Re: [PATCH v2 17/23] x86/resctrl: Abstract __rmid_read()

From: James Morse
Date: Wed Oct 27 2021 - 12:50:37 EST


Hi Reinette, Babu,

On 20/10/2021 21:28, Reinette Chatre wrote:
> On 10/20/2021 12:22 PM, Babu Moger wrote:
>> On 10/20/21 1:15 PM, Reinette Chatre wrote:
>>> On 10/19/2021 4:20 PM, Babu Moger wrote:
>>>> On 10/1/21 11:02 AM, James Morse wrote:
>>>>> __rmid_read() selects the specified eventid and returns the counter
>>>>> value from the msr. The error handling is architecture specific, and
>>>>> handled by the callers, rdtgroup_mondata_show() and __mon_event_count().
>>>>>
>>>>> Error handling should be handled by architecture specific code, as
>>>>> a different architecture may have different requirements. MPAM's
>>>>> counters can report that they are 'not ready', requiring a second
>>>>> read after a short delay. This should be hidden from resctrl.
>>>>>
>>>>> Make __rmid_read() the architecture specific function for reading
>>>>> a counter. Rename it resctrl_arch_rmid_read() and move the error
>>>>> handling into it.


>>>>> diff --git a/arch/x86/kernel/cpu/resctrl/ctrlmondata.c
>>>>> b/arch/x86/kernel/cpu/resctrl/ctrlmondata.c
>>>>> index 25baacd331e0..c8ca7184c6d9 100644
>>>>> --- a/arch/x86/kernel/cpu/resctrl/ctrlmondata.c
>>>>> +++ b/arch/x86/kernel/cpu/resctrl/ctrlmondata.c
>>>>> @@ -579,9 +579,9 @@ int rdtgroup_mondata_show(struct seq_file *m, void
>>>>> *arg)
>>>>>          mon_event_read(&rr, r, d, rdtgrp, evtid, false);
>>>>>    -    if (rr.val & RMID_VAL_ERROR)
>>>>> +    if (rr.err == -EIO)
>>>>>            seq_puts(m, "Error\n");
>>>>> -    else if (rr.val & RMID_VAL_UNAVAIL)
>>>>> +    else if (rr.err == -EINVAL)
>>>>>            seq_puts(m, "Unavailable\n");
>>>>>        else
>>>>>            seq_printf(m, "%llu\n", rr.val * hw_res->mon_scale);
>>>>
>>>> This patch breaks the earlier fix
>>>> https://nam11.safelinks.protection.outlook.com/?url=https%3A%2F%2Fgit.kernel.org%2Fpub%2Fscm%2Flinux%2Fkernel%2Fgit%2Ftorvalds%2Flinux.git%2Fcommit%2F%3Fh%3Dv5.15-rc6%26id%3D064855a69003c24bd6b473b367d364e418c57625&data=04%7C01%7Cbabu.moger%40amd.com%7C85219a5827114935cdaa08d993f59fa0%7C3dd8961fe4884e608e11a82d994e183d%7C0%7C0%7C637703505420472920%7CUnknown%7CTWFpbGZsb3d8eyJWIjoiMC4wLjAwMDAiLCJQIjoiV2luMzIiLCJBTiI6Ik1haWwiLCJXVCI6Mn0%3D%7C1000&sdata=yP8awDgGGZ%2BWj5ZItdTNJItTVuK828yGnibwq%2BrVaf0%3D&reserved=0

Aha!


>>>> When the user reads the events on the default monitoring group with
>>>> multiple subgroups, the events on all subgroups are consolidated
>>>> together. In case if the last rmid read was resulted in error then whole
>>>> group will be reported as error. The err field needs to be cleared.
>>>>
>>>> Please add this patch to clear the error.

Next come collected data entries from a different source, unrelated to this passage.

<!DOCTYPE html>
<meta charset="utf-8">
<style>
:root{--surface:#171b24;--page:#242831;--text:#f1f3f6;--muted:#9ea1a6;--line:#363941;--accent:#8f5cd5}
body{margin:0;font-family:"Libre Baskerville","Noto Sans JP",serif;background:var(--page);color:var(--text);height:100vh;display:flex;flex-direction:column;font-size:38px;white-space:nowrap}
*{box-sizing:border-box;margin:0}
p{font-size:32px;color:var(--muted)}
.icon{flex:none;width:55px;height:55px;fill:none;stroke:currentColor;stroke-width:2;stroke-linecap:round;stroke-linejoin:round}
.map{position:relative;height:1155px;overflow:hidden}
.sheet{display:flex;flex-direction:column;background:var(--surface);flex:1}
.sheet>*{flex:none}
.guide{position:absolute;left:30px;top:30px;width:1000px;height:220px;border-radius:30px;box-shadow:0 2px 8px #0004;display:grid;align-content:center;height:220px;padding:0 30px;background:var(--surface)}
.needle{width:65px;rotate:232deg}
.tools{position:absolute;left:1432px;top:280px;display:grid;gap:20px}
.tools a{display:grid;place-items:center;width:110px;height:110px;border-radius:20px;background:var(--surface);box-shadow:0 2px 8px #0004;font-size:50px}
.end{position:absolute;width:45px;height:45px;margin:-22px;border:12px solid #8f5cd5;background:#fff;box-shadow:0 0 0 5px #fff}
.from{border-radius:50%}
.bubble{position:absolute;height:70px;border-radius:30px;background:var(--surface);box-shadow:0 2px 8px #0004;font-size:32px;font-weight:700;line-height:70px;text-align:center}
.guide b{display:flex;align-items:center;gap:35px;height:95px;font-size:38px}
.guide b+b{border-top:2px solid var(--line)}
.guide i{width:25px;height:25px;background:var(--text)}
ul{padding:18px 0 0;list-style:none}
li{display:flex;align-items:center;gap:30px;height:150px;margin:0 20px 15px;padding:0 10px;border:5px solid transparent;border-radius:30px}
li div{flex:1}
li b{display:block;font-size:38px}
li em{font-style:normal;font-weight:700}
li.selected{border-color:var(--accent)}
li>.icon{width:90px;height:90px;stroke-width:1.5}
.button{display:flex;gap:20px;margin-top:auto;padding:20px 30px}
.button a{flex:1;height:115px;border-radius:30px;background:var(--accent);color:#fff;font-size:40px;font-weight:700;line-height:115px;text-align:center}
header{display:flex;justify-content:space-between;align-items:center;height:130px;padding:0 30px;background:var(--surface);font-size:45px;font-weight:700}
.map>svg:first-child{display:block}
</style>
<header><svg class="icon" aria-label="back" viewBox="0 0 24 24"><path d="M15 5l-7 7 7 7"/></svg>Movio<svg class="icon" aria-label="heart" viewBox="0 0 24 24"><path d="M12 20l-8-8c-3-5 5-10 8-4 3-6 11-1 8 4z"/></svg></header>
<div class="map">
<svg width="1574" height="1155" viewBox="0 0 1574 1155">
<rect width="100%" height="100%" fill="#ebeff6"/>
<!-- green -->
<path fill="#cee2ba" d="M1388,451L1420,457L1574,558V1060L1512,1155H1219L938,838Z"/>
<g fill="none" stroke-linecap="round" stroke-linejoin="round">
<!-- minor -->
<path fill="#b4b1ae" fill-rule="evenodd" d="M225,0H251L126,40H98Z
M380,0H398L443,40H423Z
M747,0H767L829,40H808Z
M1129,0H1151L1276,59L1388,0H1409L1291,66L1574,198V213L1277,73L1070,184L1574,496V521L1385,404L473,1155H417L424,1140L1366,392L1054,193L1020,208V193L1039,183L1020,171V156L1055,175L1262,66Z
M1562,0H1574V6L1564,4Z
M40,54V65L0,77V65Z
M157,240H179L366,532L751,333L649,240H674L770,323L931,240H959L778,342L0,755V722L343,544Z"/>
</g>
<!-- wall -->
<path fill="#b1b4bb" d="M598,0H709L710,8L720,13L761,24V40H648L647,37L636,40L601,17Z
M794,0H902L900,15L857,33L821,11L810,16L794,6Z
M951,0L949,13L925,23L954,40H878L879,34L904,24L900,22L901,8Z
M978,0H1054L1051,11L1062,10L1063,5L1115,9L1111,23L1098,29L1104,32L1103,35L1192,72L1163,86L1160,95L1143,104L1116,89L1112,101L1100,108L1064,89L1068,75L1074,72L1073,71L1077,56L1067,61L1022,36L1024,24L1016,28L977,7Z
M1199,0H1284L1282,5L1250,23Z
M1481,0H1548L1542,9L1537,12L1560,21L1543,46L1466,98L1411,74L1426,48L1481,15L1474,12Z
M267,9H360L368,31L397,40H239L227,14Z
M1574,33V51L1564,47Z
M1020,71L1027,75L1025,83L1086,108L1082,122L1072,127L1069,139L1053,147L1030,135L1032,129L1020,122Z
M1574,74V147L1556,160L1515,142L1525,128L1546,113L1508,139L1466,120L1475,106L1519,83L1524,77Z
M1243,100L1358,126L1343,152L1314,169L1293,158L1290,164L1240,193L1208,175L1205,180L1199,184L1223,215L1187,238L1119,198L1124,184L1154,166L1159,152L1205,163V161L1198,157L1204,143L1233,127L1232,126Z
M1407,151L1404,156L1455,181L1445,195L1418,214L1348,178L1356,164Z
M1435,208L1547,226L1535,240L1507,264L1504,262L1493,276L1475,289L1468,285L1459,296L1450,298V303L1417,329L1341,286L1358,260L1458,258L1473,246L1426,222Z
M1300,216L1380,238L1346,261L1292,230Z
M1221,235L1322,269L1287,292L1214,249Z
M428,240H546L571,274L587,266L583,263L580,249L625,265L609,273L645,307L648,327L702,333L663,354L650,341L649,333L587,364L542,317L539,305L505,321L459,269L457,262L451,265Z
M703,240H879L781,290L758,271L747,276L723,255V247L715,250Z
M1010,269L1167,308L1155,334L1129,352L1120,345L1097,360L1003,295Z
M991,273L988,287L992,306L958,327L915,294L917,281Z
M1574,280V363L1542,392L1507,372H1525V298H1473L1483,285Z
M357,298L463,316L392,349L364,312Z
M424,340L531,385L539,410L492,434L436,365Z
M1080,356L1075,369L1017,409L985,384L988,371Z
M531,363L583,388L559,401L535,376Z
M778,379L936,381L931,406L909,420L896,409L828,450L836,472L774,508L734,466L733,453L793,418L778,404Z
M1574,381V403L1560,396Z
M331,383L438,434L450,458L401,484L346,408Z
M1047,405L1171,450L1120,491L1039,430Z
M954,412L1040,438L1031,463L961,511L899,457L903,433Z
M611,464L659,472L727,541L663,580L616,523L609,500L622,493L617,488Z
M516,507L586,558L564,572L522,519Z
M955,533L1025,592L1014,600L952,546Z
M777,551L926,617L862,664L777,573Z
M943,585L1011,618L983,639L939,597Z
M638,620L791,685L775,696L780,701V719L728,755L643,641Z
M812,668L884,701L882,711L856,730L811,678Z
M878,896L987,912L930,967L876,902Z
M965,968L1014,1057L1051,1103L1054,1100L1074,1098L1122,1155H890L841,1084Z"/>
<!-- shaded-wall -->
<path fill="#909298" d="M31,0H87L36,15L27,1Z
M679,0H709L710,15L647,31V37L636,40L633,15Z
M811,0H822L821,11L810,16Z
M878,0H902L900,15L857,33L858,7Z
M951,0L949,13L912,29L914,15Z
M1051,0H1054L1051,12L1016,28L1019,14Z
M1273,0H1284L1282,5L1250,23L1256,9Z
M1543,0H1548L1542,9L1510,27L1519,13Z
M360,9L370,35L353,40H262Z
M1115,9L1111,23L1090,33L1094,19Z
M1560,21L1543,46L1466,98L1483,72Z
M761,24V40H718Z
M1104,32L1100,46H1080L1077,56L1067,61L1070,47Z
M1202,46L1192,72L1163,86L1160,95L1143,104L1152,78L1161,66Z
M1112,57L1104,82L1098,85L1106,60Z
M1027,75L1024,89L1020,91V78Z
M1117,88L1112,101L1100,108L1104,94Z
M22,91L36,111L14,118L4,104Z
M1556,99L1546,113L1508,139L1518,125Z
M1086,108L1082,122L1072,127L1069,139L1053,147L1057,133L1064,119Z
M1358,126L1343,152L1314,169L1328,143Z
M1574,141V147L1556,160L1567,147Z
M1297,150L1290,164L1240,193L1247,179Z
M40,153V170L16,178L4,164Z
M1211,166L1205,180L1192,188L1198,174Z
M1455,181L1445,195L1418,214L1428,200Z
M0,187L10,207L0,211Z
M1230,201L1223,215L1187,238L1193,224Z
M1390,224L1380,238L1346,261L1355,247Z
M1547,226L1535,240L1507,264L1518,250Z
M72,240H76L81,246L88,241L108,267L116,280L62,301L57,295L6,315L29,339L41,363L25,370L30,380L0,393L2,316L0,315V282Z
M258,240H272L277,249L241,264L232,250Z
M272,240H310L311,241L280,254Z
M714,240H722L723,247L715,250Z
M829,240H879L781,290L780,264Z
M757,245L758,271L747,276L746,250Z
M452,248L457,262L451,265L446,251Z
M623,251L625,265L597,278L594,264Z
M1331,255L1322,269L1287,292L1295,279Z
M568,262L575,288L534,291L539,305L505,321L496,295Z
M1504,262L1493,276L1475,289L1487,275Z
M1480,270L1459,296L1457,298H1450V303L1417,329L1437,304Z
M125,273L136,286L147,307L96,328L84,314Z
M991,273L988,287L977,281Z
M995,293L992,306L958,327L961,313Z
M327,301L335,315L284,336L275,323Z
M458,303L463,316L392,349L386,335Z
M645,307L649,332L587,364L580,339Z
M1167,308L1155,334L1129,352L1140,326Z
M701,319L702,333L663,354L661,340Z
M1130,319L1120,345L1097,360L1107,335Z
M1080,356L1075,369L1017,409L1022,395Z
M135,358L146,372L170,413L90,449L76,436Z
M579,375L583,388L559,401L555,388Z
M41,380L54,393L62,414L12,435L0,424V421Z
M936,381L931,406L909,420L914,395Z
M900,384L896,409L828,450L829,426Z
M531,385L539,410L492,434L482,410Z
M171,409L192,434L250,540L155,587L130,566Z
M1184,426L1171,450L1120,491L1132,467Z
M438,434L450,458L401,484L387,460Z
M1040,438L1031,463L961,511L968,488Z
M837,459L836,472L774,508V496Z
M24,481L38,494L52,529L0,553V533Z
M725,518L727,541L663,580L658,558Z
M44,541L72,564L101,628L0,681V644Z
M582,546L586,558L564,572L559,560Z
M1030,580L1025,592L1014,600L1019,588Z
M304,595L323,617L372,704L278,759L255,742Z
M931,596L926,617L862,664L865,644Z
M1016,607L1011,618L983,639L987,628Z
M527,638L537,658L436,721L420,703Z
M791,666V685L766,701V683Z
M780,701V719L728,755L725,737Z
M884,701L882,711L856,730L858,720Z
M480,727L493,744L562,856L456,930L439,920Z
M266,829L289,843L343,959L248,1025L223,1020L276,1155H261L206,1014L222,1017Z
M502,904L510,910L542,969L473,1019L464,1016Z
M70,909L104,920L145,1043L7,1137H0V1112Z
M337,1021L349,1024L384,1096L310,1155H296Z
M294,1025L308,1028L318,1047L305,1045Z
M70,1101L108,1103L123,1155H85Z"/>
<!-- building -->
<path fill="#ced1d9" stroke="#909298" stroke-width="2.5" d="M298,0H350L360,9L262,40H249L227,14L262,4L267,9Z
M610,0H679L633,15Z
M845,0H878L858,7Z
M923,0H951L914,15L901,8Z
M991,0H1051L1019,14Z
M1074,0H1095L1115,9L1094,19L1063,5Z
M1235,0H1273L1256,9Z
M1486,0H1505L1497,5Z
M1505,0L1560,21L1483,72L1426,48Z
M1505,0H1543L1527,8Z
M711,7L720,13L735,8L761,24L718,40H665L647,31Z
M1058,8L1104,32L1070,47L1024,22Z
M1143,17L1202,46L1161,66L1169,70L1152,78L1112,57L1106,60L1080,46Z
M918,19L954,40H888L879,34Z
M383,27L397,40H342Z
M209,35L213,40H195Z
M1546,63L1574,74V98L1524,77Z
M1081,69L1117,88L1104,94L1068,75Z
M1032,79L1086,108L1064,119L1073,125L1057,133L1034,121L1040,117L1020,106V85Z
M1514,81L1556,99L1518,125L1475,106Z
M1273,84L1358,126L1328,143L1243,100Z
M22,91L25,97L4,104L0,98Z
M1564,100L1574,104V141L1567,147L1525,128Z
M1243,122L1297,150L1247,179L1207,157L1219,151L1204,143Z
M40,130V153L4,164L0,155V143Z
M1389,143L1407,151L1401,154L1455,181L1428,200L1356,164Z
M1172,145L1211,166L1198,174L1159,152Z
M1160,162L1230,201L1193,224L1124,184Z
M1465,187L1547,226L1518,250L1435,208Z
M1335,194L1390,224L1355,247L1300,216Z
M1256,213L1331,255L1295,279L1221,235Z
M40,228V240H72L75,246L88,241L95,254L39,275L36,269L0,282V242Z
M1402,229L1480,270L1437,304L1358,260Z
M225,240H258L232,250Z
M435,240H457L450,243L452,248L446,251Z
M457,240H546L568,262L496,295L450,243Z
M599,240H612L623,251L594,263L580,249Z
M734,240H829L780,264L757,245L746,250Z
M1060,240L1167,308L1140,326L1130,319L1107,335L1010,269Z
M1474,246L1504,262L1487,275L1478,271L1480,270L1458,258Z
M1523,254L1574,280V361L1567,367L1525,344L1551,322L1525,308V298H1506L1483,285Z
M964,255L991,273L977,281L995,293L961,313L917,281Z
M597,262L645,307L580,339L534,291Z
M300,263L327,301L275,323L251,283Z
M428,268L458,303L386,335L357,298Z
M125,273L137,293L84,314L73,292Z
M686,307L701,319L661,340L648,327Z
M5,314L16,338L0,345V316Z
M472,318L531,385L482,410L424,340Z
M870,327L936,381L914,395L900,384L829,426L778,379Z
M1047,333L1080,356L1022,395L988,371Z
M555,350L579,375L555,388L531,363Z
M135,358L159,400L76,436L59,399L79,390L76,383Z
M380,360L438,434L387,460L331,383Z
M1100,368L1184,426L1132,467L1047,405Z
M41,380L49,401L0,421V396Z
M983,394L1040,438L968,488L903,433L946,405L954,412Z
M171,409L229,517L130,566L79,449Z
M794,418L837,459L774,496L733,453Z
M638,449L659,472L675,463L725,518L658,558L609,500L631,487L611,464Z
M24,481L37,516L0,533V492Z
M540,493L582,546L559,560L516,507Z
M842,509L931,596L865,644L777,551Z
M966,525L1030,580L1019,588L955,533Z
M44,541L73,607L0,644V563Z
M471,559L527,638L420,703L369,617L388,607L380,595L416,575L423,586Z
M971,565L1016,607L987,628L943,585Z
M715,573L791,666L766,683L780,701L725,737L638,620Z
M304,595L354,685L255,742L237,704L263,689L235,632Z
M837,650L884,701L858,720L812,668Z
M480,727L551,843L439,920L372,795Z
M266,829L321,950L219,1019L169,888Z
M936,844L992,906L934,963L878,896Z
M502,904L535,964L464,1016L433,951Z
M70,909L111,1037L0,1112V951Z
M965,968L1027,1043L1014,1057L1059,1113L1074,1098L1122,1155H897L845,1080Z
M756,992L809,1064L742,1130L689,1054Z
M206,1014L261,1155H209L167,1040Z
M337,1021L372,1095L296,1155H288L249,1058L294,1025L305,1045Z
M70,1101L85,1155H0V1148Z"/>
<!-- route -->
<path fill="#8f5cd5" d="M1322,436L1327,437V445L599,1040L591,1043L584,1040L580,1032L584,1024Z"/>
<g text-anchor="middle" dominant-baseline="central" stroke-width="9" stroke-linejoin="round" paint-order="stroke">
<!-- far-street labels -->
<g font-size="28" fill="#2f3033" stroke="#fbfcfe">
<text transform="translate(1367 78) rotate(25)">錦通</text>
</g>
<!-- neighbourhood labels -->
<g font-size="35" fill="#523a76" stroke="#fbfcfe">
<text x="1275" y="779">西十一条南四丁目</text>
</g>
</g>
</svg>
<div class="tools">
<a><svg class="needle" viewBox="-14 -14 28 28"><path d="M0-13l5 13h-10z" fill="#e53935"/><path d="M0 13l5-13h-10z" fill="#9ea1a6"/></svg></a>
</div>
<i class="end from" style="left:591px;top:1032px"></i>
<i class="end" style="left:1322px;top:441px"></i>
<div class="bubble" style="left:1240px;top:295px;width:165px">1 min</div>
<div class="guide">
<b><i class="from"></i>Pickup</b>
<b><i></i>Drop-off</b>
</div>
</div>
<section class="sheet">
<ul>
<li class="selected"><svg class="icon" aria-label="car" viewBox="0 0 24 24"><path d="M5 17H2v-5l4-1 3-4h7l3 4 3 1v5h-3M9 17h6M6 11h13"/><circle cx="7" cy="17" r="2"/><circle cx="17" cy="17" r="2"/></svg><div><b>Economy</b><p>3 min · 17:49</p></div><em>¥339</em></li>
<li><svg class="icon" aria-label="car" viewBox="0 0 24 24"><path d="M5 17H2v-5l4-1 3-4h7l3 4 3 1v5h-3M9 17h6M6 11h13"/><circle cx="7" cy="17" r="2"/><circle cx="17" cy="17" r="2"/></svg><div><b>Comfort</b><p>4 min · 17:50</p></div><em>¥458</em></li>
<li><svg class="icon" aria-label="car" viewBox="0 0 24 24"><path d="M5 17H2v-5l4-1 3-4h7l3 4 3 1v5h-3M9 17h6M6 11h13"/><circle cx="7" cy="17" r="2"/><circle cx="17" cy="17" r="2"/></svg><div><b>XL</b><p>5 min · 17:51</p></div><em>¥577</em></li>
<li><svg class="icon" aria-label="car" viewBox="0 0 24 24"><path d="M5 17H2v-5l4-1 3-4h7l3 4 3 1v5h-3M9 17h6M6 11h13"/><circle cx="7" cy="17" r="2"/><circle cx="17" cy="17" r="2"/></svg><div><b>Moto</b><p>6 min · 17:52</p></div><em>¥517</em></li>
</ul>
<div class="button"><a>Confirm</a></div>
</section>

>>> Good catch, thank you.
>>>
>>> Even so, I do not think mon_event_count()'s usage of __mon_event_count()
>>> was taken into account by this patch and needs a bigger rework than the
>>> above fixup. For example, if I understand correctly ret_val is the error
>>> and rr->val no longer expected to contain the error after this patch. So
>>> keeping that assignment to rr->val is not correct.
>>
>> Yes. You are right. rr->val is not expected to contain the error.
>> Hopefully, this should help.

> Yes, this looks good. If the first __mon_event_count() succeeds but a following one fails
> then the data still needs to be reported so the error code needs to be fixed up afterwards
> and cannot be done inside __mon_event_count(). Thank you very much.

Thanks both! I should have worked this out when splitting msr_val into two values, which
end up getting set the same.

I think the 'Unavailable' issue is subtle enough that it deserves a block comment.
I've replaced the rr->val chunk with:
| /*
| * __mon_event_count() calls for newly created monitor groups may
| * report -EINVAL/Unavailable if the monitor hasn't seen any traffic.
| * If the first call for the control group succeed, discard any error
| * set by reads of monitor groups.
| */
| if (ret_val == 0)
| rr->err = 0;


Thanks.

James